Looking over tournament schedules, I noticed  there are three eight-game days at the Augusta Civic Center on Saturday, Monday and Tuesday this season.

This brought back memories of my coaching days at Orono. In the 1960’s before there were girls tournaments and other high school sports held during tourney week, boys basketball dominated the winter high school sports scene during the February vacation week.

At that time, there were four classes, LL, L, M and S, which were later adopted as Class A, B, C and D. Eastern Maine tournaments were held just the one week of vacation with two classes Monday through Wednesday and the other two Thursday through Saturday.

Quarterfinal days on Monday and Thursday were the eight-game days with the first game beginning at 8:30 a.m. and the final game at 9 p.m. — if the other games ended on time, which usually didn’t happen because of overtime, injuries and all the other intangibles involved in a basketball game in Bangor.

In 1967, 1968 and 1969 Orono went in number one and for that we were rewarded the 9 p.m. game three years in a row. This was not a positive reward and today’s number one teams are still slotted in the latest games.

When we got back to Orono after playing the late game, it was almost midnight even if we started at 9 p.m. By the time players got home and wound down from the game it was probably 1 a.m. before they got to sleep. We encouraged them to sleep in and then held a walk-through practice 3-4 p.m. They would go back  home and then return to school at 6:30 p.m. and head back to Bangor.

During one of those years, we started one of the games at 11  p.m.

Number one seeds should get to play in the late afternoon or early evening as basketball is a rhythm game and teams are used to practicing or playing games in the 3 to 7 p.m. time slots. However, starting at 9 or 9:30 p.m. is much better than having to play the 8:30 a.m. game because basketball wasn’t meant to be played in the morning.

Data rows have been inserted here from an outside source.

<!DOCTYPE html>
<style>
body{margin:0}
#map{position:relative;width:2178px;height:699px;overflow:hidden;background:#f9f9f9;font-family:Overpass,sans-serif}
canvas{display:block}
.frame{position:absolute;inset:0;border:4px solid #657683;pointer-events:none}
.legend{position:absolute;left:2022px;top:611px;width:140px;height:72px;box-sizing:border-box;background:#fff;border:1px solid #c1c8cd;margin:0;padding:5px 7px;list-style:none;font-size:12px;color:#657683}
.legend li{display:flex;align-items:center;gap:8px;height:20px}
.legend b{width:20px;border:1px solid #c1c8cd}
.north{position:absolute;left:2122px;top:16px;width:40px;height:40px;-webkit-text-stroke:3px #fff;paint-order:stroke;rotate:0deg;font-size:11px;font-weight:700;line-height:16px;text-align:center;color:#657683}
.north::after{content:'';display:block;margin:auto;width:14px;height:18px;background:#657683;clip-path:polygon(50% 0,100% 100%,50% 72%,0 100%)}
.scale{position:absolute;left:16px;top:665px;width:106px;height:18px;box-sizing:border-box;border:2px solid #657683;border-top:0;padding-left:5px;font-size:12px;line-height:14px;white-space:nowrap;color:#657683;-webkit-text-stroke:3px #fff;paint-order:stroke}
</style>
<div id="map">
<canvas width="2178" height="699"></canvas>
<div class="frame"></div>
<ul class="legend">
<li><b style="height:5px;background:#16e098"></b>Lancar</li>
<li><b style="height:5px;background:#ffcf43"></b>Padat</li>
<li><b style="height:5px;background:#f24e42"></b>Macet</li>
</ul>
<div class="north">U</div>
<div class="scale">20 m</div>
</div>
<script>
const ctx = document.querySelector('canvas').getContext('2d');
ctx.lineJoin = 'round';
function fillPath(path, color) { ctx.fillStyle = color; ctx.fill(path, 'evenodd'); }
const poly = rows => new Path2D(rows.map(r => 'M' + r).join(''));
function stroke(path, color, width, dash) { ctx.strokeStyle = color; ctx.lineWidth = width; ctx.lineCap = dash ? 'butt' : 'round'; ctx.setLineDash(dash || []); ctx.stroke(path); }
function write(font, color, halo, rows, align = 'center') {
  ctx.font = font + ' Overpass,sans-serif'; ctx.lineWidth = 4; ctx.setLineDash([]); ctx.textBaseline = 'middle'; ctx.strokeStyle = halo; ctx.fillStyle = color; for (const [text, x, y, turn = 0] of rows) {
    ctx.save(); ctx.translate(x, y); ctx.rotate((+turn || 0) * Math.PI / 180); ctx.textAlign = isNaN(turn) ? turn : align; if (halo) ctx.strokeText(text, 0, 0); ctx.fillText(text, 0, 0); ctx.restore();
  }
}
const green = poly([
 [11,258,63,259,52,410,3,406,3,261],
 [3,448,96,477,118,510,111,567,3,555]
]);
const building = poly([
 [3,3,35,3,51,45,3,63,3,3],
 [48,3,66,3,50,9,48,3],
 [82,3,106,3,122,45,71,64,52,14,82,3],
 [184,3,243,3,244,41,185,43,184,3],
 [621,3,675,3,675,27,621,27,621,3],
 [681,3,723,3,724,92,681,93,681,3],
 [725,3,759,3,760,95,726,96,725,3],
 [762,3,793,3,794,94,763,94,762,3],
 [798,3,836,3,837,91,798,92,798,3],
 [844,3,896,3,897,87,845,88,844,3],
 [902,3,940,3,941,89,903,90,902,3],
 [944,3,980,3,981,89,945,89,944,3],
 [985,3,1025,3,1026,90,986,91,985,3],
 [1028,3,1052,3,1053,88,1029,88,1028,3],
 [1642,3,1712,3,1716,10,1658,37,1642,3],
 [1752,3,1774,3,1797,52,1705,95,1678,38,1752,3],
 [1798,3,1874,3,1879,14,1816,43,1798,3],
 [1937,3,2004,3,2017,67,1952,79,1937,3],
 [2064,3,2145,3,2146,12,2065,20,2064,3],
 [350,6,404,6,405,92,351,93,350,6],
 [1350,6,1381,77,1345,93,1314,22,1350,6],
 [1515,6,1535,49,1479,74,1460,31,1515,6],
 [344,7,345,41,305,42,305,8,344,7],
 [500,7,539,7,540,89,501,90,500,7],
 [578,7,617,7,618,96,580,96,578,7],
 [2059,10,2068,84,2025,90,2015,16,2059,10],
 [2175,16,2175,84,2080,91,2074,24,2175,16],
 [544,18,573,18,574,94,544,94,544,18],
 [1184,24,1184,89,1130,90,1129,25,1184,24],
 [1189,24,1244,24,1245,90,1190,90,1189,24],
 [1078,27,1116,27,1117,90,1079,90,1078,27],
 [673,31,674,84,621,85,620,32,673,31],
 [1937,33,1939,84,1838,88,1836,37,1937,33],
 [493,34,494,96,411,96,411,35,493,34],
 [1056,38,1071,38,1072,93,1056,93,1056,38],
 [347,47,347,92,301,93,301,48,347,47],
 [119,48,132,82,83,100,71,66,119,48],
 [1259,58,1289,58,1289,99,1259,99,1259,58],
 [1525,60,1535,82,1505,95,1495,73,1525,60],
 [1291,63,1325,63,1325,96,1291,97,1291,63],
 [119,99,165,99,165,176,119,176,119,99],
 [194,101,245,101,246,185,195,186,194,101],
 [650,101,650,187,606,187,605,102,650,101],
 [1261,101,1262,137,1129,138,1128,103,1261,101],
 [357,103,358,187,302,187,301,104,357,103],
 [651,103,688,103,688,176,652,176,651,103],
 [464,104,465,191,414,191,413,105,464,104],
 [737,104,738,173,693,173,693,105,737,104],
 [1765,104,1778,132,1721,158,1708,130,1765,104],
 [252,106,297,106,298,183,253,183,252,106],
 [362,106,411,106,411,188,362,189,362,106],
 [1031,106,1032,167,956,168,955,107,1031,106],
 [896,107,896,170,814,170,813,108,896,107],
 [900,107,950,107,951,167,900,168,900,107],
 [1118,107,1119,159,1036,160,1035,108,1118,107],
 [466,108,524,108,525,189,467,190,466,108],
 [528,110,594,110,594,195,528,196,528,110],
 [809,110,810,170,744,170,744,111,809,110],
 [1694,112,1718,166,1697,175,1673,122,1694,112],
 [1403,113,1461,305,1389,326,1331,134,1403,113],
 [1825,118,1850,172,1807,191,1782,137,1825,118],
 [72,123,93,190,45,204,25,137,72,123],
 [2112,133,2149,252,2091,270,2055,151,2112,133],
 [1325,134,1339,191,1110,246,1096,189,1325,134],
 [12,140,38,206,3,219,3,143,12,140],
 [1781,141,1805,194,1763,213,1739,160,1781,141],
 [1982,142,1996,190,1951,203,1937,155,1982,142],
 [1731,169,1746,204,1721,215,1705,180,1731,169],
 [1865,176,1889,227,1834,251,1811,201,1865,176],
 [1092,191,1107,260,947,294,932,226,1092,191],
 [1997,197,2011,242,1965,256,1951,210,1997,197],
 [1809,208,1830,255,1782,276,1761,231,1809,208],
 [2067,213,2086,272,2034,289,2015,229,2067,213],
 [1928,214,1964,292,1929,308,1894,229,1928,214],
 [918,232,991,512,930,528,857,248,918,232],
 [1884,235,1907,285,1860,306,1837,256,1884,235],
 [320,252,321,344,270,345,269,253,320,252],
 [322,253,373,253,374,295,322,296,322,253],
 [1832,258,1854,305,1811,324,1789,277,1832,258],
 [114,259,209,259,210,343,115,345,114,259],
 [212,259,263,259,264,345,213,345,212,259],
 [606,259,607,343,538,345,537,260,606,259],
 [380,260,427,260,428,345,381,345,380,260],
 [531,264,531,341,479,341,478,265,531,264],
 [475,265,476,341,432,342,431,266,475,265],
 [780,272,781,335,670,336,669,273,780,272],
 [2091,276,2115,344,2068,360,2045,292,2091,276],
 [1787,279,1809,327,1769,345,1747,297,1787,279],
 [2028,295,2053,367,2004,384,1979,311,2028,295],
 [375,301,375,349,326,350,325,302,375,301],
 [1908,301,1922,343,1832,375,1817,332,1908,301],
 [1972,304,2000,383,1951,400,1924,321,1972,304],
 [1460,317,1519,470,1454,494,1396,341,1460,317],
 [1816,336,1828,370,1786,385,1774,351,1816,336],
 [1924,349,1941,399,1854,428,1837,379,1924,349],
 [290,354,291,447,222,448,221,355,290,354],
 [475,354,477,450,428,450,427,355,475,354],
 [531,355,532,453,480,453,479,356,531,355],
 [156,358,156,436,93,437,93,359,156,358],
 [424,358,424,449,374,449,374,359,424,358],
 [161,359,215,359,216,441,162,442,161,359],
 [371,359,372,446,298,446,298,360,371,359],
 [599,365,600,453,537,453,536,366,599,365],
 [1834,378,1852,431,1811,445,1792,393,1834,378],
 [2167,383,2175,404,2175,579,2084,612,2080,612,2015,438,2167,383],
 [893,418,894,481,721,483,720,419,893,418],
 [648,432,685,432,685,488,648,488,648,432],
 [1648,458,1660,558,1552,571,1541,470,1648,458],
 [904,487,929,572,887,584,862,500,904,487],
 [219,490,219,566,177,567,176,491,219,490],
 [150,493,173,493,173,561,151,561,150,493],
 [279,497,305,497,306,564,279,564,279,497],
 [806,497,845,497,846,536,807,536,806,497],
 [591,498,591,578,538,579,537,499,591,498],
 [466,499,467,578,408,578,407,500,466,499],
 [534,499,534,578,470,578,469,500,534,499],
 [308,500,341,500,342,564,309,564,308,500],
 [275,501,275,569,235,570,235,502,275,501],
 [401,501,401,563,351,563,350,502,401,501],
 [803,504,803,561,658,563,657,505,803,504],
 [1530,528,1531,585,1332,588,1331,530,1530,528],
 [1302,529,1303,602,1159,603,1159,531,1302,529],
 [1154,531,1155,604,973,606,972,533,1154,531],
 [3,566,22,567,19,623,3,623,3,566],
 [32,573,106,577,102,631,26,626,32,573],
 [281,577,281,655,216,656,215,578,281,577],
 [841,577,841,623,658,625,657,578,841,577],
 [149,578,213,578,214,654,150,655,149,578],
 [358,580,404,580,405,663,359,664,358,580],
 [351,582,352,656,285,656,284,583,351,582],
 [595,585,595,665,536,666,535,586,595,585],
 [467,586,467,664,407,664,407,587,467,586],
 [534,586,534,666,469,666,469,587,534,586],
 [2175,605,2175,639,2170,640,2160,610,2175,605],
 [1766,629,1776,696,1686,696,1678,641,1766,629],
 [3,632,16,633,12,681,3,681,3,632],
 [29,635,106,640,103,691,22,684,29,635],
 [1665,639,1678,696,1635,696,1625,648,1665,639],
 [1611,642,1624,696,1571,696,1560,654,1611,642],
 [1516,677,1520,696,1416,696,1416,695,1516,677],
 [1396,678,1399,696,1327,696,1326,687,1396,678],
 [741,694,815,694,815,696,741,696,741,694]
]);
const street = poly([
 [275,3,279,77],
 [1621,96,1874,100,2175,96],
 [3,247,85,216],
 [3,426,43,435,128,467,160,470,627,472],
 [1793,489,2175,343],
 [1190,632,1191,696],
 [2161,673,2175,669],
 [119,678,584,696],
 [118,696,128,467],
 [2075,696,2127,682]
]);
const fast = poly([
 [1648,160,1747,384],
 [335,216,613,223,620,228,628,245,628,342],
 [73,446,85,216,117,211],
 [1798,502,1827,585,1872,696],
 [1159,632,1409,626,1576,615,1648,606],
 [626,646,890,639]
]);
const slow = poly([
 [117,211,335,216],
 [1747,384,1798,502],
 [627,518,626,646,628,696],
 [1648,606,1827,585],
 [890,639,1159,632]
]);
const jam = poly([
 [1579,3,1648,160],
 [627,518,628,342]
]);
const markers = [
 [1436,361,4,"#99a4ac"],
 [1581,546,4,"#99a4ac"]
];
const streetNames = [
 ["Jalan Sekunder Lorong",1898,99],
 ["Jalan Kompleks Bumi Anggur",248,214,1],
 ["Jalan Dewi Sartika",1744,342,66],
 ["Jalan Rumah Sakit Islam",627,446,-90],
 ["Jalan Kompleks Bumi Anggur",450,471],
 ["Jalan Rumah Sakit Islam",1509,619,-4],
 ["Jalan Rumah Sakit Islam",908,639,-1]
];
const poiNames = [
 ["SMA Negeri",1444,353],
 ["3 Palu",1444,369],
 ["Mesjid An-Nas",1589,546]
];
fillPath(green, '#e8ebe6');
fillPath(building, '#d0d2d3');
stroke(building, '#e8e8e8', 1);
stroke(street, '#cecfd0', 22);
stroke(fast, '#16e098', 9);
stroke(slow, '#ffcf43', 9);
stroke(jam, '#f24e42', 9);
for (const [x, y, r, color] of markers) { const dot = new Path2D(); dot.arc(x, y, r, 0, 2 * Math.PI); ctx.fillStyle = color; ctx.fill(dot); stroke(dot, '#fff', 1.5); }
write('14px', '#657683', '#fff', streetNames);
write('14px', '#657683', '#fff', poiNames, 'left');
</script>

The tourney of past years, however, was more of a real tourney with three games on three straight days. The best-prepared teams had an advantage because the only practice time would be a walk through on the semifinal and final game days.

One way to prepare then and still today for the late game is to have late practices.

My suggestion to the Maine Principals’ Association is to reward the number one seeds by giving them the late afternoon or early evening games on the eight-game quarterfinal games. Those teams shouldn’t suffer a disadvantage after a regular season of work in which they earned the top seed.